Quality evidence in this repo is the reproducible synthetic benchmark above; the broader real-corpus evaluation is in the paper (in progress).
The on-disk formats (.tvr / .tvrq / .tvbm / .tvsb) carry no built-in
checksum, MAC, or signature — by design. The loaders validate structure
(magic, version, bounds, exact-length payload) but not origin: a
structurally valid file can still be untrusted. If an index file crosses a
trust boundary (network transfer, shared storage), verifying it is the
caller's responsibility — e.g. a SHA-256 manifest, artifact-store integrity,
or Sigstore attestation. No in-format crypto is shipped because it would add
key management the library can't own. See
docs/INDEX_PROVENANCE.md and
THREAT_MODEL.md.
ordvec was developed within turbovec, factored out into this standalone, zero-system-dependency crate. turbovec (MIT, by Ryan Codrai) is credited as the project it grew within, with thanks; ordvec's development history is in this repository's git log.
Thanks to Todd Baur (@toadkicker) for the sign-cosine intuition and engineering polish.
Thanks to Mike Singleton (@singleton2787) for mathematical assistance and mentorship.
ordvec is the reference implementation for an in-progress paper on ordinal retrieval — using the rank and sign structure of embeddings, rather than their floating-point magnitudes, as the retrieval signal. The repository is open specifically to grow a group of collaborators, including potential named co-authorship where contributions meet the paper's authorship bar — a different invitation than "send a PR." Collaboration we're actively seeking:
- Real-corpus evaluation — running the modes against public corpora (GloVe, MTEB / BEIR, OpenAI embedding dumps) beyond the synthetic benchmark.

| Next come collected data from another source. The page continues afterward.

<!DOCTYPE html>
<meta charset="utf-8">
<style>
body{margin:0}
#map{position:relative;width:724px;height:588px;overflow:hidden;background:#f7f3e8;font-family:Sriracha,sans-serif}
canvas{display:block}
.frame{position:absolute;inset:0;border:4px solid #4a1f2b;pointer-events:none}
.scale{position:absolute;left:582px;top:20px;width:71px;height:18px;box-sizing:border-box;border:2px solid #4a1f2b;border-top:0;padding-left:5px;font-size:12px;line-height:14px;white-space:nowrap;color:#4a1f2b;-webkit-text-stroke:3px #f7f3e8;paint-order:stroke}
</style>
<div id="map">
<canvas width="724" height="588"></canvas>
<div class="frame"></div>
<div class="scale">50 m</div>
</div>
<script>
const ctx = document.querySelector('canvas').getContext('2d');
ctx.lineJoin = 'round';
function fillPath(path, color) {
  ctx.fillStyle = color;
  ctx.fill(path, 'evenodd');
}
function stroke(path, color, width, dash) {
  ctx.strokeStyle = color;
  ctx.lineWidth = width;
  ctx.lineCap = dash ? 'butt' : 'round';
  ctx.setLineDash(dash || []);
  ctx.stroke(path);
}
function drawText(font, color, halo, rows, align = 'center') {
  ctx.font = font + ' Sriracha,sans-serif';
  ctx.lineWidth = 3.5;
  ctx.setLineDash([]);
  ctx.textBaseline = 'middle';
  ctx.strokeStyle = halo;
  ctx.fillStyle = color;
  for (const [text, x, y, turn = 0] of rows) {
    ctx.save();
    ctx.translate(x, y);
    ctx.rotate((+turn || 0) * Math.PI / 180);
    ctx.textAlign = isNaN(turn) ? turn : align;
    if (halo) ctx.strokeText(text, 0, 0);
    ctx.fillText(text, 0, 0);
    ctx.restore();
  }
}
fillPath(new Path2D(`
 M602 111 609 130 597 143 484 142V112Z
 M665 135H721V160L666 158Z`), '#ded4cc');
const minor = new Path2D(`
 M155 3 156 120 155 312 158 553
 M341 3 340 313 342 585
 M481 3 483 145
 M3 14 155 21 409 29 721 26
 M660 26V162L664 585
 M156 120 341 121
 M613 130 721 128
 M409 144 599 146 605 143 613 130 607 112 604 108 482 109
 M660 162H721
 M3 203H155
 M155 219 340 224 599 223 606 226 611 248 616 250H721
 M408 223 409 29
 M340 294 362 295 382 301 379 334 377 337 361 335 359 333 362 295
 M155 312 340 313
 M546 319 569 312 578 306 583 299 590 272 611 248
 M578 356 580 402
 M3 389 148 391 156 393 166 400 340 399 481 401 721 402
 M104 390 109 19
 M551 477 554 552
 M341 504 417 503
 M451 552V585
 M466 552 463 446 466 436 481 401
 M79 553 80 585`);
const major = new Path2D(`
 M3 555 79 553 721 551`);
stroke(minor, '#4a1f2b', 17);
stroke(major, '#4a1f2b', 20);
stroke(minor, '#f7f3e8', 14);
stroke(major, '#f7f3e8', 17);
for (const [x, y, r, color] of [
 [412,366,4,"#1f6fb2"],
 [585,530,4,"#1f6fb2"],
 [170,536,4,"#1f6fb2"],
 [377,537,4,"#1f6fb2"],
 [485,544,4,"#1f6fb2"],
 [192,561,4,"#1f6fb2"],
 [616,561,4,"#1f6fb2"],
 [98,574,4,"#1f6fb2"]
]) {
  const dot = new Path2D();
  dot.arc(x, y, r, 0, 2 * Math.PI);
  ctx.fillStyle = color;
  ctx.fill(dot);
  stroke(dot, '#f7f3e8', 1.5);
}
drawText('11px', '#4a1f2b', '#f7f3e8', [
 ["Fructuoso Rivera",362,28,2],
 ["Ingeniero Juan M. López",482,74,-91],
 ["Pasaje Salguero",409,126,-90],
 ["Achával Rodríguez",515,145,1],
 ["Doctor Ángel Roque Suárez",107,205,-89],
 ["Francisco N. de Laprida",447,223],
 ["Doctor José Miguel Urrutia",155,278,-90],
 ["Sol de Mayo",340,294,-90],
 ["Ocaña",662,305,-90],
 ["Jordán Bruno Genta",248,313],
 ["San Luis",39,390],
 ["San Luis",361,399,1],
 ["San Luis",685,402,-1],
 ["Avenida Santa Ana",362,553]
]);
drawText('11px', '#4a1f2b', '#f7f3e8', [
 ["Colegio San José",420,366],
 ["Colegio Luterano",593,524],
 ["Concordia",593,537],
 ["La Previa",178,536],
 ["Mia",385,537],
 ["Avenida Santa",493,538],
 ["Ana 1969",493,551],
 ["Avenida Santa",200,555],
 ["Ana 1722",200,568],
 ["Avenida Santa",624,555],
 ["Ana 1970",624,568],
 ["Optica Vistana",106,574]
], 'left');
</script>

- Theory — extending and independently auditing the
sorry-free Lean formalization, especially the finite bitmap proof spine, rank-cosine invariants, and empirical diagnostics for when real encoders meet or violate the model assumptions. - Independent reproduction — re-running the benchmark on other hardware and reporting the numbers.

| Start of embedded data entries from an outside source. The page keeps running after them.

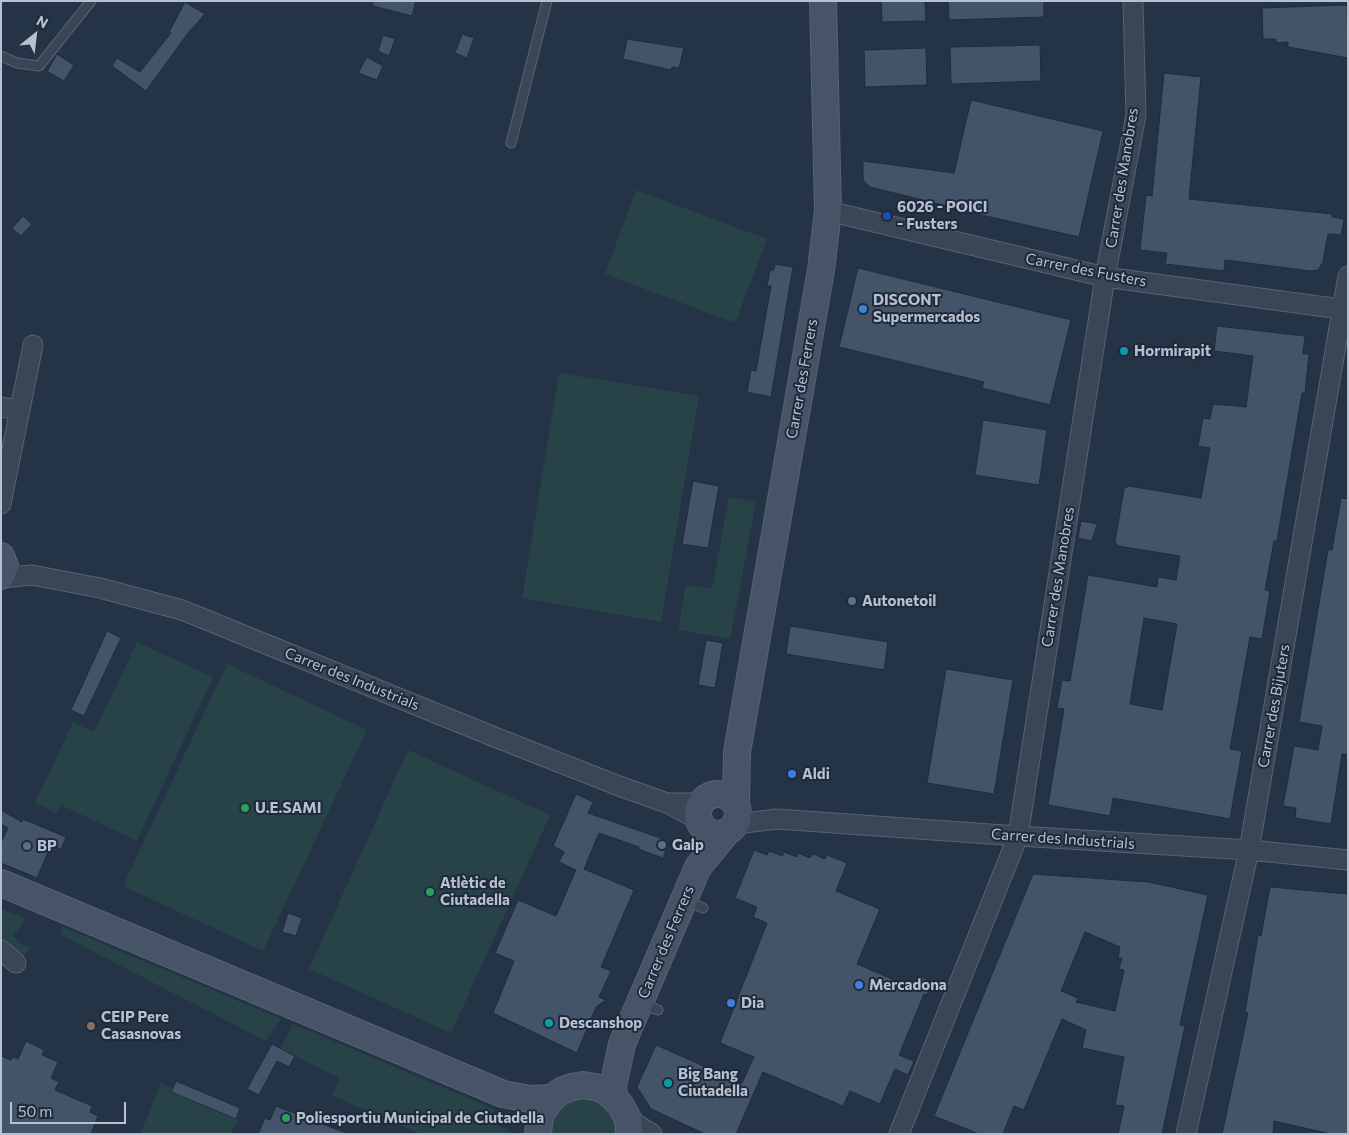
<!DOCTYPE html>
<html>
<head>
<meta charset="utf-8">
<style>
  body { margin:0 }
  #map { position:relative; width:1349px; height:1135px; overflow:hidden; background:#253346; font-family:Commissioner,sans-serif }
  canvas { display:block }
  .frame { position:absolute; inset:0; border:2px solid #b7c0ce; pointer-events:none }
  .north { position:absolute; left:10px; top:10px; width:50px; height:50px; -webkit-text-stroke:4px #1e2a3b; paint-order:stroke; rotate:29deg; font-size:14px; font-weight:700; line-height:20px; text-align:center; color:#b7c0ce }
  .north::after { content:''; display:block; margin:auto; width:18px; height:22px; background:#b7c0ce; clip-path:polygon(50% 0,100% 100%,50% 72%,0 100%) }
  .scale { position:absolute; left:10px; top:1102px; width:116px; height:22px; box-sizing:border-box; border:2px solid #b7c0ce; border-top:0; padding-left:6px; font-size:15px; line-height:18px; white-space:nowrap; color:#b7c0ce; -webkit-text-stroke:4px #1e2a3b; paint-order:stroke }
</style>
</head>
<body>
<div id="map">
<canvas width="1349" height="1135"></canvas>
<div class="frame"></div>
<div class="north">N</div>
<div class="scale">50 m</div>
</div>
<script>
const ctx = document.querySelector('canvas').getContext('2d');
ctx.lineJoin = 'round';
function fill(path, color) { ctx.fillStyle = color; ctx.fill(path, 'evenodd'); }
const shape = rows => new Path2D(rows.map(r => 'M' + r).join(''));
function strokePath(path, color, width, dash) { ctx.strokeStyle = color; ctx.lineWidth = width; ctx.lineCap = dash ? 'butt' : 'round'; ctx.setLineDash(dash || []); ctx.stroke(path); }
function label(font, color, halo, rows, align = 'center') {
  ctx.font = font + ' Commissioner,sans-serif'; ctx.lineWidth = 4; ctx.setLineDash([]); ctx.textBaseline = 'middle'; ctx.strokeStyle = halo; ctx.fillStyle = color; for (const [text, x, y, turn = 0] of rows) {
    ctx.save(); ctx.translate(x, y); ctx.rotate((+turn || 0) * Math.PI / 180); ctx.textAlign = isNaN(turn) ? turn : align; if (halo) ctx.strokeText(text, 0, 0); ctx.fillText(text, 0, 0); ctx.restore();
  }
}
fill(shape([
  [636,190,767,239,735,323,605,274],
  [559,373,699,396,661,622,522,598],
  [729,497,756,502,730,639,678,630,686,585,712,589],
  [137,642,213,677,137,841,61,805,64,799,56,813,35,803,73,722,94,732],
  [227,664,367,730,263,951,123,886],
  [408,750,550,815,451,1033,309,969],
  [1,908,26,919,13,936,21,944,31,948,20,959,1,943],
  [63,927,281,1019,266,1041,59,934],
  [293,1024,494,1109,490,1121,515,1134,421,1134,333,1096,339,1078,280,1049],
  [161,1083,173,1088,172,1091,238,1119,231,1134,140,1134],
  [583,1094,605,1102,617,1122,617,1134,548,1134,553,1110]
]), '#274347');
const building = shape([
  [373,1,416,1,412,16,373,6,373,1],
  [881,1,925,1,926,21,882,22,881,1],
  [948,1,1044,1,1044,17,949,20,948,1],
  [185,2,205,14,188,33,146,91,112,66,117,58,140,72,171,33,169,32,185,2],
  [1347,5,1348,58,1288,47,1288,42,1276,43,1276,39,1263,39,1262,8,1347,5],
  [462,34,474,38,467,58,455,53,462,34],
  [383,35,395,39,389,56,378,51,383,35],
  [627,39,684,48,679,68,672,67,671,70,623,59,627,39],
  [1040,45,1041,81,951,84,950,47,1040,45],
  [926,48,927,85,865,87,864,50,926,48],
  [57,54,74,65,64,81,47,71,57,54],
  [367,57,383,66,377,80,358,73,367,57],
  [1164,73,1201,77,1189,199,1332,214,1332,217,1344,219,1341,235,1328,234,1323,262,1318,270,1311,271,1225,260,1224,271,1165,264,1167,253,1140,250,1146,195,1152,196,1164,73],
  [971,100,1103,131,1079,237,946,207,947,206,870,187,863,180,863,161,954,173,971,100],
  [23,216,32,224,21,236,12,228,23,216],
  [775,264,793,267,771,397,747,392,751,370,756,371,771,286,767,286,770,270,774,270,775,264],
  [858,268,1071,320,1050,405,982,388,984,382,839,347,858,268],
  [1217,326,1305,336,1303,354,1309,354,1305,393,1302,393,1277,541,1274,541,1265,590,1270,591,1262,639,1250,637,1230,749,1242,751,1230,819,1113,798,1110,816,1048,805,1064,709,1057,708,1062,680,1070,681,1088,575,1157,587,1158,577,1176,580,1180,556,1118,546,1115,542,1124,489,1129,486,1201,498,1210,448,1198,446,1203,418,1210,419,1213,404,1246,407,1253,356,1214,351,1217,326],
  [1144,618,1177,624,1162,710,1130,704,1144,618],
  [983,420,1047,430,1039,485,975,475,983,420],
  [693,481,719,486,708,548,682,544,693,481],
  [1341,498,1348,499,1348,755,1342,754,1331,824,1295,818,1296,808,1283,806,1294,746,1318,750,1322,726,1299,722,1328,550,1332,550,1341,498],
  [1081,521,1097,524,1092,541,1078,538,1081,521],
  [790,626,888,642,884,670,786,654,790,626],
  [107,631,121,638,84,716,71,710,107,631],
  [706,640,723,643,715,688,698,685,706,640],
  [946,669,1013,680,994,794,927,783,946,669],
  [576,794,593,802,588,813,669,841,663,858,638,849,639,847,599,833,584,869,634,890,601,967,611,971,599,997,606,1000,596,1007,577,1053,493,1013,514,961,495,953,518,900,556,916,576,870,559,862,564,852,553,846,576,794],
  [1,810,22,822,23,819,66,837,61,849,51,845,37,878,1,863,1,843,8,828,1,824,1,810],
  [754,850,767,855,769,851,782,856,784,852,797,857,798,853,810,858,813,854,825,859,827,855,847,863,836,891,880,909,857,964,915,989,920,976,932,982,927,995,924,994,899,1055,914,1061,908,1075,895,1069,880,1104,850,1091,843,1106,763,1072,736,1134,705,1134,651,1109,637,1087,656,1045,742,1083,754,1057,720,1043,767,923,753,917,757,907,735,898,754,850],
  [1033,874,1148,882,1208,895,1180,1025,1185,1026,1162,1134,1118,1134,1124,1106,1115,1105,1124,1057,1082,1048,1086,1030,1062,1019,1024,1110,1014,1106,1003,1134,979,1134,934,1116,1033,874],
  [1085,932,1120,947,1118,958,1122,958,1119,969,1124,970,1115,1011,1076,1002,1078,998,1061,991,1085,932],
  [1270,887,1348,894,1348,1134,1331,1134,1274,1121,1273,1134,1222,1134,1248,1013,1245,1012,1258,935,1261,936,1270,887],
  [288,913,302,918,296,936,282,932,288,913],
  [26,1041,44,1050,42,1055,58,1062,51,1078,59,1082,55,1090,92,1106,90,1112,98,1116,91,1134,1,1134,1,1056,11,1060,13,1057,18,1059,26,1041],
  [272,1044,295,1056,289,1067,277,1061,259,1095,247,1089,272,1044],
  [176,1081,240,1108,236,1119,171,1092,176,1081],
  [276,1106,346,1133,346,1134,258,1134,265,1118,270,1120,276,1106]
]);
fill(building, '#435368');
strokePath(building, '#202c3c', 1);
const lane = shape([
  [1,56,17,63,39,66,91,1],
  [511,143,547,1],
  [687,901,703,908],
  [642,1004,658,1010]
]);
const street = shape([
  [828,211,1105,277,1348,310],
  [1,407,19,410],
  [1,504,33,345],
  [1,578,32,575,100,588,182,610,492,736,619,786,667,803,699,820],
  [670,803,694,803,703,801],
  [736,824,777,819,1018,836,1249,850,1348,860],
  [1,950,16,963],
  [628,1119,652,1134],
  [899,1134,1018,836,1105,277,1136,115,1133,1],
  [1186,1134,1249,850,1348,276]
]);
const secondary = shape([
  [1,556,5,566,1,576],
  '698 814a20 20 0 1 1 40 0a20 20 0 1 1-40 0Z',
  [736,803,737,752,821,270,828,211,823,1],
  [1,883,503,1094,530,1099,552,1098],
  [614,1097,613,1086,622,1044,698,867,726,833],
  [538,1134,539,1122,541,1113,552,1098,561,1091,572,1087,583,1085,600,1088,607,1092,620,1104,628,1119,629,1134]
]);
strokePath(lane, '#586372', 11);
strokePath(street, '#586372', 21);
strokePath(secondary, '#586372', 28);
strokePath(lane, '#3a4555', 9);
strokePath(street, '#3a4555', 19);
strokePath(secondary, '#475468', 26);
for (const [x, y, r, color] of [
  [887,216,5,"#1a4fb4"],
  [863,309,5,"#3f7fe0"],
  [1124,351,5,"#0f9aa8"],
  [852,601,5,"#5c6f8a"],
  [792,774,5,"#3f7fe0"],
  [245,808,5,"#2e9e5b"],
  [662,845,5,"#5c6f8a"],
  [27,846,5,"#5c6f8a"],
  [430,892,5,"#2e9e5b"],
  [859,985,5,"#3f7fe0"],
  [731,1003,5,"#3f7fe0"],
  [549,1023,5,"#0f9aa8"],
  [91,1026,5,"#8d6e63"],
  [668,1083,5,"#0f9aa8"],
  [286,1118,5,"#2e9e5b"]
]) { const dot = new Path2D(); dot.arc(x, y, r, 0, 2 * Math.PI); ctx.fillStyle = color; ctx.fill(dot); strokePath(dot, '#1e2a3b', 2); }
label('15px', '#b7c0ce', '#1e2a3b', [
  ["Carrer des Manobres",1122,178,-81],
  ["Carrer des Fusters",1086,270,11],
  ["Carrer des Ferrers",802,379,-80],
  ["Carrer des Manobres",1058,577,-81],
  ["Carrer des Industrials",352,679,22],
  ["Carrer des Bijuters",1274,706,-80],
  ["Carrer des Industrials",1063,839,4],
  ["Carrer des Ferrers",666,942,-67]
]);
label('bold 15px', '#b7c0ce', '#1e2a3b', [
  ["6026 - POICI",897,207],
  ["- Fusters",897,224],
  ["DISCONT",873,300],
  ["Supermercados",873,317],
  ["Hormirapit",1134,351],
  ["Autonetoil",862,601],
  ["Aldi",802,774],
  ["U.E.SAMI",255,808],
  ["Galp",672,845],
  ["BP",37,846],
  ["Atlètic de",440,883],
  ["Ciutadella",440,900],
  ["Mercadona",869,985],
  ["Dia",741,1003],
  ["CEIP Pere",101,1017],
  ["Casasnovas",101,1034],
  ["Descanshop",559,1023],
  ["Big Bang",678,1074],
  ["Ciutadella",678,1091],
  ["Poliesportiu Municipal de Ciutadella",296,1118]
], 'left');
</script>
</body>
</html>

If that's your area, see GOVERNANCE.md and open an issue or a discussion.
Contributions to the code, the docs, and the paper are all welcome — see CONTRIBUTING.md.

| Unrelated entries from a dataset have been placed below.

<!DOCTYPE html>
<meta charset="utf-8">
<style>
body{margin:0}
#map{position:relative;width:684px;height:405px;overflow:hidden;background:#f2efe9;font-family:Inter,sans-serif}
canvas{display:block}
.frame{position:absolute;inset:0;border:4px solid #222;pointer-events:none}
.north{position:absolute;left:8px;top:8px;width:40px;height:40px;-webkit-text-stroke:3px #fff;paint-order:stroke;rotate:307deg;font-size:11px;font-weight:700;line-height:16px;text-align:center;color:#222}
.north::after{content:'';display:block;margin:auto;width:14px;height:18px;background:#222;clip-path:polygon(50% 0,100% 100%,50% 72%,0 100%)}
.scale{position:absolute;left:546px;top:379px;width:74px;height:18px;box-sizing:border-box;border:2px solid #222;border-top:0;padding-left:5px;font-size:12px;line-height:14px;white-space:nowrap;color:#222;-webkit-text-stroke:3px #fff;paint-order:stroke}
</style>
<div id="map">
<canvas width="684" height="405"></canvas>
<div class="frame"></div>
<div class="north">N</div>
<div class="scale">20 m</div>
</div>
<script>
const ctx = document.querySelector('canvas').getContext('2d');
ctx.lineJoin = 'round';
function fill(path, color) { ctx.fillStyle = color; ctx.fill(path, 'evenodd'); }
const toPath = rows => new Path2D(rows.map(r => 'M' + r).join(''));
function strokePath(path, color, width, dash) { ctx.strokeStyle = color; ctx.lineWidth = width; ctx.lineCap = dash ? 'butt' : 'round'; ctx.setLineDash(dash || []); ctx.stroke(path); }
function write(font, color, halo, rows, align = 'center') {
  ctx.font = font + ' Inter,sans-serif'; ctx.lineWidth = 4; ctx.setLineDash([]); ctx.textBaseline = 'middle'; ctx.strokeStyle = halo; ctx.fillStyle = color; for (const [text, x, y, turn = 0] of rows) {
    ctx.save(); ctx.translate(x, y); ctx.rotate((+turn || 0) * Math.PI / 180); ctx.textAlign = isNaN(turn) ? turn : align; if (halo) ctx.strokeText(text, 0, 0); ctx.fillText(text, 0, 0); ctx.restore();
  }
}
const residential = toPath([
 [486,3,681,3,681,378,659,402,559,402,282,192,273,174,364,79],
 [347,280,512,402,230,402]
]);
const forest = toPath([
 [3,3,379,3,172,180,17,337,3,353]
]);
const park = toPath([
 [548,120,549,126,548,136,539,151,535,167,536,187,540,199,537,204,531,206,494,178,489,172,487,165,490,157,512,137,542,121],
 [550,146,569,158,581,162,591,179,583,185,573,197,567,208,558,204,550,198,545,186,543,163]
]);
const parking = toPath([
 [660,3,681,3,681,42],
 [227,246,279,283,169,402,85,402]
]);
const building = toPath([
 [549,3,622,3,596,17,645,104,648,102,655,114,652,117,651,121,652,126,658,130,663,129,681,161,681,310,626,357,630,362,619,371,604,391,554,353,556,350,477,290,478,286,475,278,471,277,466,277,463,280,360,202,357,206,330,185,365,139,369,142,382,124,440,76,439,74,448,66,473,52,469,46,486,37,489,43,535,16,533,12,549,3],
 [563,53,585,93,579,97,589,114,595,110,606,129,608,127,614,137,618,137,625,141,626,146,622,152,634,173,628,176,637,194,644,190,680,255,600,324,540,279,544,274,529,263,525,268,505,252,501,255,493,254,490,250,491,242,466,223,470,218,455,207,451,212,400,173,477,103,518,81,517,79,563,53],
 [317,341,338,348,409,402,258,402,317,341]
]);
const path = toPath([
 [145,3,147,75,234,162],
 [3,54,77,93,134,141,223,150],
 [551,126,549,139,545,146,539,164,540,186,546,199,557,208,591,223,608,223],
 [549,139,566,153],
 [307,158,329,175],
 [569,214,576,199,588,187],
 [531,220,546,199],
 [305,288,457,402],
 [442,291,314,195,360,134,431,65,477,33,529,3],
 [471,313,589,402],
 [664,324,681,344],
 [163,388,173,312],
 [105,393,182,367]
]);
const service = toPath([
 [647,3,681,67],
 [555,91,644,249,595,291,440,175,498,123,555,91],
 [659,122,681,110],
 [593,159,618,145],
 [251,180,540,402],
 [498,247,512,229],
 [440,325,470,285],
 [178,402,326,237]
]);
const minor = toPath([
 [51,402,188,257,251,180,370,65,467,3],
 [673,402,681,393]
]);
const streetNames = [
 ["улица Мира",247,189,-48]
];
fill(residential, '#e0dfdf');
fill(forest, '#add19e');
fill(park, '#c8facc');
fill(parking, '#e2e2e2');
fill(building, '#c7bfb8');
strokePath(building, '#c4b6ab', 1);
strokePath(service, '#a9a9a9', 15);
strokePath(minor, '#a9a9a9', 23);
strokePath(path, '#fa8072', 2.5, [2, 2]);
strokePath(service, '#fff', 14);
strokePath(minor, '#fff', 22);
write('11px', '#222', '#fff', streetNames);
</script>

ordvec's MSRV is Rust 1.89 — the release that stabilized the specific
AVX-512 intrinsics the SIMD kernels compile against (it also clears the 1.87
floor from is_multiple_of). Because the kernels are built against those
intrinsics, this is a hard compile floor, not just a convenience pin: a
toolchain below 1.89 won't build the crate. Raising the MSRV is treated as a
minor-version change.
Licensed under either of
- MIT License (LICENSE-MIT)
- Apache License, Version 2.0 (LICENSE-APACHE-2.0)
at your option.
Unless you explicitly state otherwise, any contribution intentionally submitted for inclusion in the work by you, as defined in the Apache-2.0 license, shall be dual licensed as above, without any additional terms or conditions.